MCF10A cells were cultured in DMEM/F12 medium containing 5% horse serum, 20 ng/ml epithelial growth factor, 0.5 mg/ml hydrocortisone, 100 ng/ml cholera toxin, 10 μg/ml insulin, 100 IU/mL penicillin and 100 μg/mL streptomycin. MDA-MB-231 cells were cultured in DMEM supplemented with 10% fetal bovine serum, 100 IU/mL penicillin and 100 μg/mL streptomycin. All cells were cultured in a 37 °C incubator with 5% CO2, and those in the logarithmic growth phase were prepared into a suspension. Genomic DNA was extracted using TIANamp genomic DNA kit (Tiangen Biotech (Beijing) Co., Ltd., China). Fresh normal breast tissue and breast cancer tissue samples were collected from Department of Breast Surgery, Affiliated Hospital of Guizhou Medical University. All tissue samples were in accordance with the WHO criteria and histologically examined by senior pathologists in Department of Pathology of our hospital. In the early morning, 8 mL of fasting peripheral blood was taken from patients with breast cancer, naturally coagulated at room temperature and centrifuged at 4000 rpm for 10 min. The resulting serum was stored at − 80 °C prior to use. This study has been approved by the ethics committee of our hospital and conducted in accordance with ethical guidelines. Genomic DNA of tissue samples was extracted by TIANamp FFPE DNA kit (Tiangen Biotech (Beijing) Co., Ltd., China).

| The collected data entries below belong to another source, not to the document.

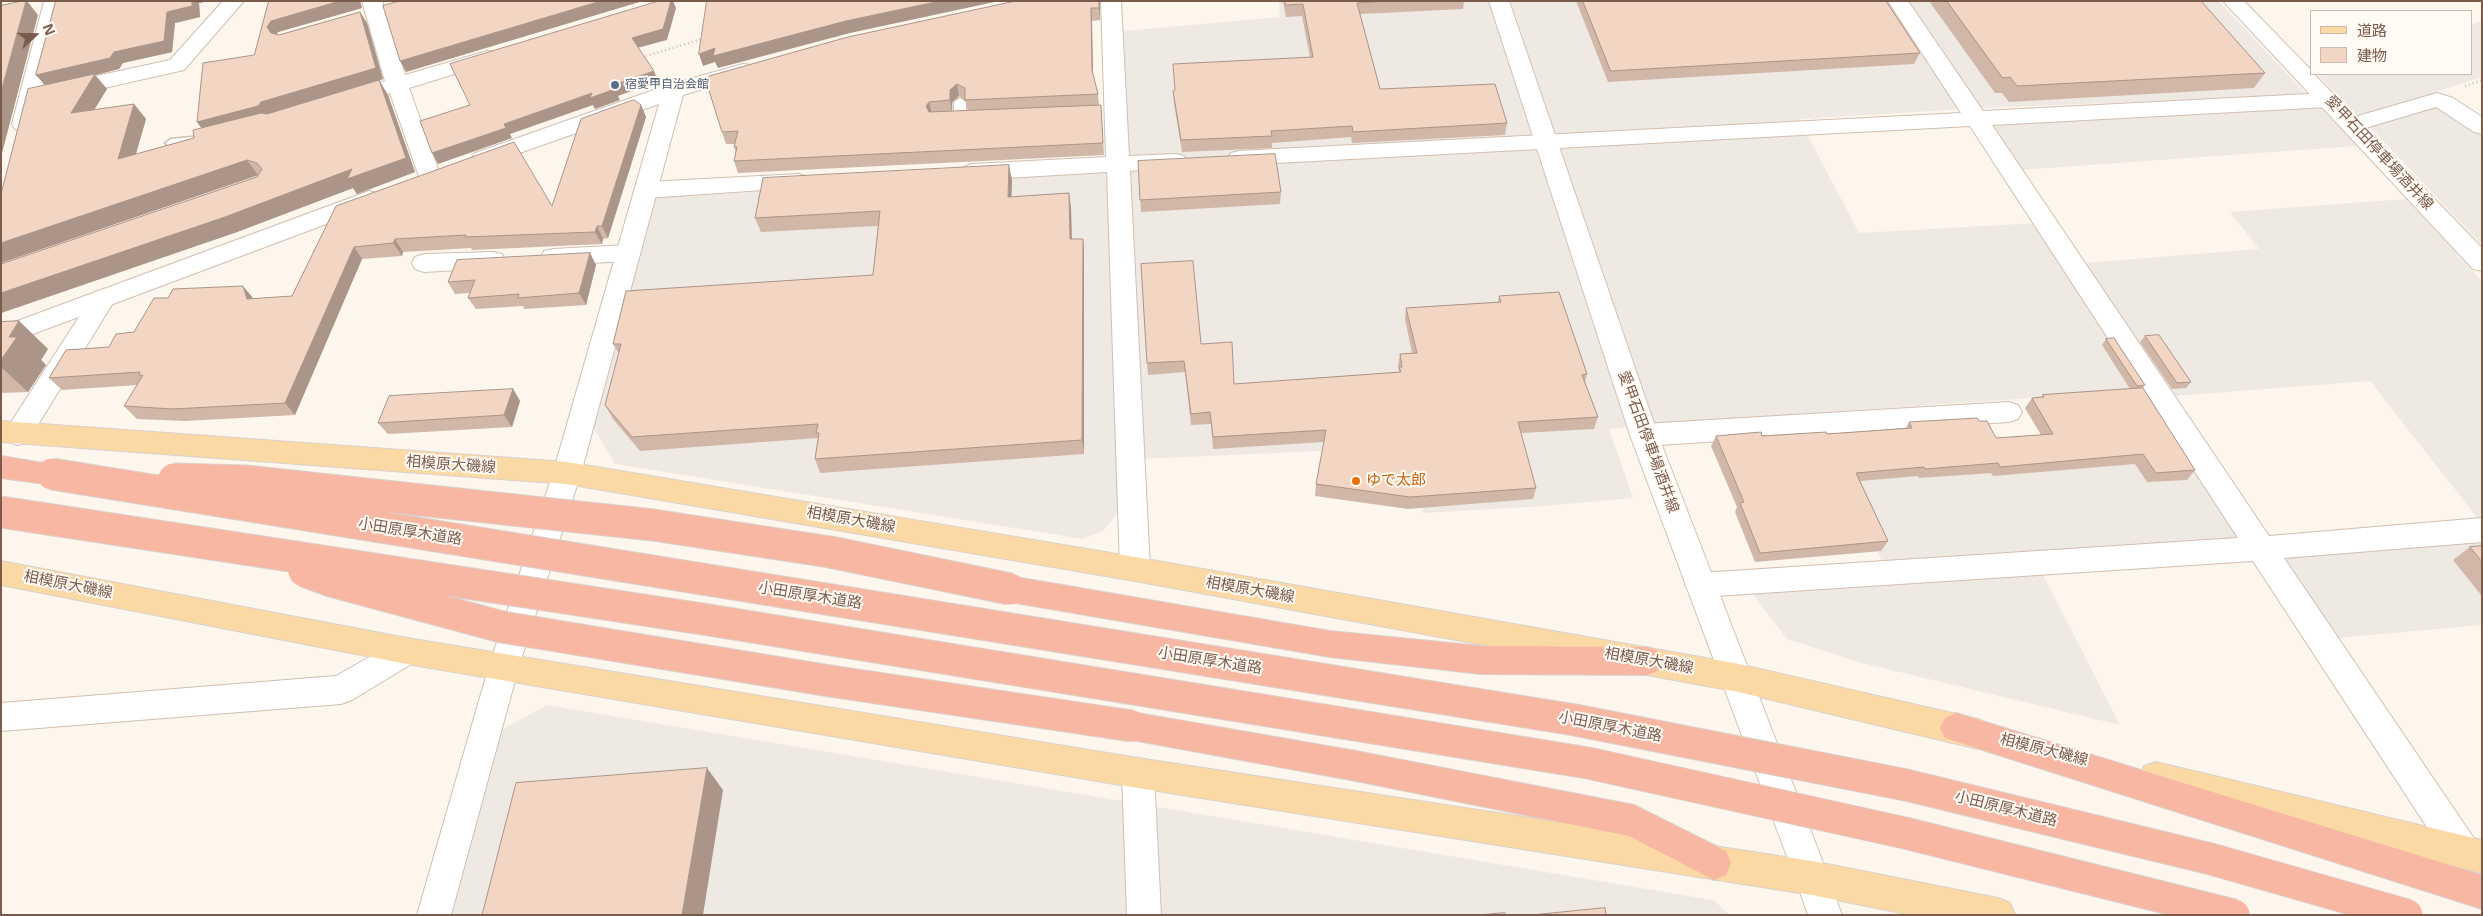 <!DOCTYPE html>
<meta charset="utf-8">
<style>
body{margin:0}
#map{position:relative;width:2483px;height:916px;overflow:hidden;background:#fdf6ec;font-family:"Open Sans","Noto Sans JP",sans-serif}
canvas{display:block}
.frame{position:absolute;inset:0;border:2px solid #7a5c4d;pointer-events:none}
.legend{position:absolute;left:2310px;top:10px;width:162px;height:65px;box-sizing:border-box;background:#fffaf3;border:1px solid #cabbb1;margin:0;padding:6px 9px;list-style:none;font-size:15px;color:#7a5c4d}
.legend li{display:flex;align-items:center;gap:10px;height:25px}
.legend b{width:25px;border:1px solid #cabbb1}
.north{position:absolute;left:10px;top:10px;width:50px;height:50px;-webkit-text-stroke:4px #fffaf3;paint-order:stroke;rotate:69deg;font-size:14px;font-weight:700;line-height:20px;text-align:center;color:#7a5c4d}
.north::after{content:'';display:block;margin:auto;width:18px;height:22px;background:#7a5c4d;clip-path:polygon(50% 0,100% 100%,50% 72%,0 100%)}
</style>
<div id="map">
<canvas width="2483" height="916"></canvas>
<div class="frame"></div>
<ul class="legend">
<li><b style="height:6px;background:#fbd9a5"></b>道路</li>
<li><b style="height:14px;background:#f3d5c3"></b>建物</li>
</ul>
<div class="north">N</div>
</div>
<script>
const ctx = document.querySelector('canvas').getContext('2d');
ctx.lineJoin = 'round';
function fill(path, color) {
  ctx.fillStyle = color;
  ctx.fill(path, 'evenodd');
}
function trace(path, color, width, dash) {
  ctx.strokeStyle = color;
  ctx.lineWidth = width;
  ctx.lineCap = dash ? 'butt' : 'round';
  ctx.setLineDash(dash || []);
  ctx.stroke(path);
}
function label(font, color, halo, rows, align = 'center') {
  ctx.font = font + ' "Open Sans","Noto Sans JP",sans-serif';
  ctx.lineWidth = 4;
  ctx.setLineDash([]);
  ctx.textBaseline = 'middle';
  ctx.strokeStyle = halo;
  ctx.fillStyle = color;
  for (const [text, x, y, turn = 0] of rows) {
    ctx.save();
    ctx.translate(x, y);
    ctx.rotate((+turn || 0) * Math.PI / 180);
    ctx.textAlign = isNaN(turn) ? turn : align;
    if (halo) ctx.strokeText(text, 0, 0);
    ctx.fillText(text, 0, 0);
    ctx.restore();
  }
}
fill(new Path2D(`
 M1279,1H2219L2307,95L1983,108L1799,119L1859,233L2038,223L2251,540L1884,566L1844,481L2104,463L2062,396L1669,423L1609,429L1633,498L1545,506L1423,513L1411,447L1117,460L1120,510L1104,530L1083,539L615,464L593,427L652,198L1128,169L1124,31L1280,17Z
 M2482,21V77L2359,117L2317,74H2472V24Z
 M2430,104L2446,108L2482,131V245L2367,124Z
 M2318,105L2357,146L2020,170L1992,128L1997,121Z
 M2406,199L2482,281V520H2479L2370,381L2174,396L2084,263L2259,249L2230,212Z
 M2482,536V625L2337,638L2285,562L2292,552Z
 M2040,569L2120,725L1862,663L1787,639L1752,593Z
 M547,705L1713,900L1730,915H449L503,729Z`), '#efe9e4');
const service = new Path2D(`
 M960,98L966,102V118L960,122L954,118V102Z
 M201,136L205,137L207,140L205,143L171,147L165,143L171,139Z`);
const minor = new Path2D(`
 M44,1H64L34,124L31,129L23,131L15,129L12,124Z
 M223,1H244L184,70L64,97L56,95L53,90L56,85L64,83L170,60Z
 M362,1H382L405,75L487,51L494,52L498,57L494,62L409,88L441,177L438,182L430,185L422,182L419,177L390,93L348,106L340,104L337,99L340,94L385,81Z
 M1101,1H1121L1129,156L1176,154L1184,156L1187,161L1184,166L1130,171L1150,569L1145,578L1135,581L1125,578L1120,569L1107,172L972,180L964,177L961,172L964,167L972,164L1106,157Z
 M1888,1H1908L1983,111L2328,93L2336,95L2339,100L2336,105L2328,107L1992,125L2269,536L2482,518V542L2284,558L2475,840L2480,852L2475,864L2463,868L2451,864L2253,561L1700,597L1690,594L1685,585L1690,576L1700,573L2238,538L1970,126L1239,165L1231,163L1228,158L1231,153L1239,151L1961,113Z
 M2437,93L2453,98L2482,117V134L2474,132L2436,107L2352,132L2344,130L2341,125L2344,120Z
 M799,174L807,177L811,182L807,187L646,198L638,195L634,190L638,185L646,182Z
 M628,245L637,247L640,253L637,259L628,261L553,265L544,263L541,257L544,251L553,249Z
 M493,252L502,254L505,260L502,266L493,268L424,272L415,269L412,263L415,257L424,254Z
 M104,289L113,292L116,298L28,441L18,445L8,441L4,434L8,427L95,292Z
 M2009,402L2018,405L2022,412L2018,419L2009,422L1644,446L1634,442L1630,435L1634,428L1644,424Z
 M407,638L418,642L422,651L418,660L352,700L341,704L1,731V703L336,676L396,642Z
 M504,652L515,656L519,666L451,915H417L489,666L493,656Z
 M1138,758L1150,762L1154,773L1161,915H1127L1122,773L1126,762Z`);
const tertiary = new Path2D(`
 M743,64L751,65L754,70L751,75L683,95L581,473L519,666L515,676L504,680L493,676L489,666L553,473L659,104L491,163L483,165L475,163L472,158L475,153L665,86Z
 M369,191L377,193L381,199L377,205L1,346V327Z
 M1812,861L1824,866L1842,915H1808L1795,878L1800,866Z`);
const secondary = new Path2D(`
 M1489,1H1509L1658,435L1829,878L1824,890L1812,895L1800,890L1795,878L1630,435Z
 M2223,1H2244L2312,71V74H2314L2482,248V271L2473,269Z`);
const primary = new Path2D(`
 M1,421L567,462L1135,557L1734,663L1978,719L1989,724L1994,734L1989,744L1978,749L1734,691L1135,581L567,484L1,442Z
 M1,561L407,638L1138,758L1812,861L1998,898L2010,903L2015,915H1911L1812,895L1138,788L407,664L1,585Z
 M2156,762L2482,840V873L2156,792L2144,788L2140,777L2144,766Z`);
const motorway = new Path2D(`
 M1,456L62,466L66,474L62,482L52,485L1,478Z
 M1010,576L1330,631L1481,646L1647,647L1658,651L1662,661L1658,671L1647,675L1481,674L1330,657L1010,602L1000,598L995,589L1000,580Z
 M1132,712L1356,751L1634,805L1726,851L1731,863L1726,875L1714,880L1629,836L1356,781L1132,740L1121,736L1116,726L1121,716Z
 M1956,713L2482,875V909L1945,738L1940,728L1945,718Z`);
trace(service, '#d1beb0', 3);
trace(minor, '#d1beb0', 2);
trace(tertiary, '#d1beb0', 2);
trace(secondary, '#d6c0b0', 2);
trace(primary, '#dad1cd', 2);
trace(motorway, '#dad1cd', 2);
trace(new Path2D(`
 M642,57L703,39
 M2465,86L2482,80`), '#d9b8a5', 2.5, [1, 3]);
fill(service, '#fff');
fill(minor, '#fff');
fill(tertiary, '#fff');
fill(secondary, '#fff');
fill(primary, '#fbd9a5');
fill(motorway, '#f7b7a3');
const motorwayBridge = new Path2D(`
 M52,474L1575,720L1906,785L2211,859L2407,915
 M174,479L245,481L653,525L830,552L1010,589
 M1,512L709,620L1588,763L1905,833L2234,915
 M304,571L331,581L502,627L830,681L1132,726`);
trace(motorwayBridge, '#dad1cd', 33, []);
trace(motorwayBridge, '#f7b7a3', 31);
fill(new Path2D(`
 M56,1H210L199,3L200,17L175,23L172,52L123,63L119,69L95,75L107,89L94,110L134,104L146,119L136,154L194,138L254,55L269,1H360L362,8L278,32L277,34L279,35L360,12L367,23L383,79L268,113L379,80L388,95L415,172L357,194L353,188L237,232L1,313V264L257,177V176L1,263V194L45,85L36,75Z
 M1016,1H1100V20L1092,21L1093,75L1098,94L1099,105H1101L1104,155L738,173L734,161L736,152L734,147L735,144H726L722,132ZM959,96L965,100L968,110L952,111V102Z
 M1283,1H1464L1463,9L1360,14L1380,89L1507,123L1505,135L1352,143L1351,137L1272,143V148L1182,152L1174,103L1173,91L1310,57L1302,16L1286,17Z
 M1576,1H1886L1920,53L1914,64L1608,82Z
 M1929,1H2201L2265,73L2254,88L2009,102L2002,93H1995Z
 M641,105L646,117L608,238L603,239L602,244L472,250L471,248L403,252L402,256L362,259L295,415L185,421L137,419L124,406L137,385L62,390L49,378L109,347L134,332L168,298L253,299L292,296L336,206H552Z
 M1138,161L1281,192L1280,204L1141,212Z
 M1012,180L1011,197L1069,193L1071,208L1072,239H1083L1084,253V454L820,473L815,459L818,438L640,451L613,419L605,405L619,354L613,344L873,275L878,226L761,232L755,218Z
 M590,253L596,265L586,305L524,309L523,306L476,309L468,298L470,293L455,294L448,282Z
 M1499,296L1587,374L1585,382L1598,417L1594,429L1521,433L1536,488L1533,499L1408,509L1315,496L1316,484L1324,442L1213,449L1211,424L1191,425L1185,372L1148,375L1147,363L1201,344L1234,384L1399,372L1398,366L1400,354L1412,353L1405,319L1406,308L1498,302Z
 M19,321L48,349L41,360L46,365L28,392L1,393V322Z
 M2145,336L2191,382L2186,388L2172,389L2140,342Z
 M2106,339L2145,385L2143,388L2195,470L2187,480L2147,482L2135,464L1993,476L1991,473L1919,478L1918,476L1860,481L1888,541L1881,551L1755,562L1735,512L1737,507L1711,446L1716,436L1827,434L1906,428L1909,422L1979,421L1996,438L2041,435L2025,408L2032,398L2041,397L2043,395L2130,389L2102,345Z
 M513,389L520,401L512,427L388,434L378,423Z
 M2482,546V596L2453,560L2470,547Z`), '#d1b7a8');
fill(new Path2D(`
 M26,1H27L38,15L1,157V92Z
 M192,1H210L199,3L200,17L175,23L172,52L123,63L119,69L95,75L107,89L83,128L36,75L114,52L167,12Z
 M340,1H360L362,8L278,32L274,38L267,27L271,21Z
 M601,1H643L406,72L400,61Z
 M671,1H673L676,8L667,40L637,48L632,38Z
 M940,1H999L850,33L718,68L715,62L703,66L699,54L715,48Z
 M1099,1H1100V20L1099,8Z
 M1091,8L1092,21L1093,82L1092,70Z
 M360,12L367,23L383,79L205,133L197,122L261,102Z
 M654,71L658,81L618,96L620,100L595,109L593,105L510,134L512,138L438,164L432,153L504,124Z
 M379,80L388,95L415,172L357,194L353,188L237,232L1,313V293L225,217Z
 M957,84L959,96L952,102V112L950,100V90Z
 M929,102L932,114L928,118L926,106Z
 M134,104L146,119L130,174L118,159Z
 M641,105L646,117L608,238L602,226Z
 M247,160L258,175L1,263V243Z
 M1009,165L1012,180L1011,212L1008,197Z
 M1069,193L1071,208L1072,254L1070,239Z
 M597,226L603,239L602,244L595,232Z
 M395,239L403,252L402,256L393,243Z
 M1083,239L1084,253V454L1082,440Z
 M354,247L362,259L295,415L285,403Z
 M590,253L596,265L586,305L579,293Z
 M243,286L253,298L257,311L247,299Z
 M19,321L48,349L41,360L46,365L28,392L1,367V360L9,337Z
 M513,389L520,401L512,427L504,415Z
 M707,768L723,790L703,915H682Z`), '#aa9588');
const building = new Path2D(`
 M22,1H26L1,92V6Z
 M56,1H192V6L167,12L164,41L114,52L110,58L36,75Z
 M269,1H340L271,21L267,27L271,33L279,35L360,12L376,68L261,102L258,106L197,122L203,63L254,55Z
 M400,1H601L400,61L383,6Z
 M659,1H671L663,29L632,38L654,71L611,86L615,89L590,98L592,93L504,124L506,128L432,153L420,121L470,105L450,64Z
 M707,1H940L846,21L713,56L715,48L699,54Z
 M1016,1H1099V8H1091L1092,70L1098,94L965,100V88L957,84L950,90V100L929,102L926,106L929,112L1101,105L1103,143L734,161L737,147H734L738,131L722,132L707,84L709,76L848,37Z
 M1285,1H1384L1357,3L1380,89L1495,84L1507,123L1353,132L1352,126L1271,131L1272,136L1181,140L1173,91L1175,90L1173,64L1313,57L1303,4L1286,5Z
 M1583,1H1886L1920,53L1611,71Z
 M1947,1H2201L2265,73L2017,86L2010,77L2003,78Z
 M95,74L71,113L134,104L118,159L194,138L193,130L261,113L267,114L379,80L406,158L347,179L352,169L225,217L1,293V264L257,177L262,169L257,163L247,160L1,243V194L28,89Z
 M634,100L641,105L602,226H597L595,232L465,237L466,235L395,239L393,243L354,247L285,403L173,409L124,406L143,375H139L140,372L49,378L66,350L109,347L116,334L134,332L154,298H168L173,289L243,286L247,299L292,296L336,206L514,142L552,206L581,119Z
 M1275,154L1281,192L1140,200L1138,161Z
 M1009,165L1008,197L1069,193L1070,239H1083L1082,440L815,459L819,433H816L818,424L632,437L605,405L621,344H613L626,291L873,275L880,211L755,218L763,178Z
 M590,253L579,293L518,298L519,294L468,298L475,280L448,282L457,260Z
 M1193,261L1201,344L1232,342L1234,384L1401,372L1399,367H1402L1400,354L1417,353L1406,308L1501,302L1499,296L1559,292L1587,374L1582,375L1598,417L1518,422L1536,488L1410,497L1316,484L1326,430L1213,437L1210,412L1191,414L1184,361L1147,363L1141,264Z
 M19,321L9,337H17L1,360V322Z
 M2159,335L2191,382L2177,383L2145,336Z
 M2114,338L2145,385L2137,386L2106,339Z
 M2143,388L2195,470L2156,473L2143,454L2000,467L1998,463L1925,469L1924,467L1856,473L1888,541L1760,553L1740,503L1744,502L1716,436L1761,432L1762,436L1826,432L1827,434L1912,428L1909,422L1977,418L1979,421H1987L1996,438L2053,434L2032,398L2044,397L2043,395Z
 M513,389L504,415L378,423L389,396Z
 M2482,546V562L2470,547Z
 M707,768L682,915H482L516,783Z
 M1605,908L1606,915H1532Z
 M1505,913L1506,915H1479Z`);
fill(building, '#f3d5c3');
trace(building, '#aa9588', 1);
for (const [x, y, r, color] of [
 [615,85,5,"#5c6f8a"],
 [1356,481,5,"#e8710a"]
]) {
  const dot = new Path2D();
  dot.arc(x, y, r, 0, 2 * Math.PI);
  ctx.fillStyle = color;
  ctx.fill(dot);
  trace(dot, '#fffaf3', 2);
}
label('12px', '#4e5e75', '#fffaf3', [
 ["宿愛甲自治会館",625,85]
], 'left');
label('15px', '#7a5c4d', '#fffaf3', [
 ["愛甲石田停車場酒井線",2379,153,47],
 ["愛甲石田停車場酒井線",1648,442,70],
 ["相模原大磯線",451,465,4],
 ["相模原大磯線",851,520,10],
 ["小田原厚木道路",410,532,9],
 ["相模原大磯線",68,585,11],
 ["相模原大磯線",1250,590,10],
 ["小田原厚木道路",810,596,9],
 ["小田原厚木道路",1210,661,9],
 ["相模原大磯線",1649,661,10],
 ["小田原厚木道路",1610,727,11],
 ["相模原大磯線",2044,750,14],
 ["小田原厚木道路",2006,809,14]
]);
label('15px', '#c56008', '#fffaf3', [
 ["ゆで太郎",1366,481]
], 'left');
</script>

PCR amplification and methylation sequencing

After bisulfite conversion of the extracted genomic DNA, a 50 μL reaction system was used for PCR: 1.25 U Hot Master Taq polymerase, 5 μL of 10 × Taq buffer, 0.1 μM forward and reverse primers (forward primer: ATGTGTTTGAGGAGGATTTA; reverse primer: ATTTCTAATTATTTTCTTTTTCTTACA), 40 μM dNTP and 20 ng genomic DNA. There were 30 cycles of reaction at 95 °C for 30 s, at 58 °C for 30 s and at 65 °C for 30 s, as well as 5 min of extension at 65 °C. The methylation status was examined by DNA methylation sequencing as described above.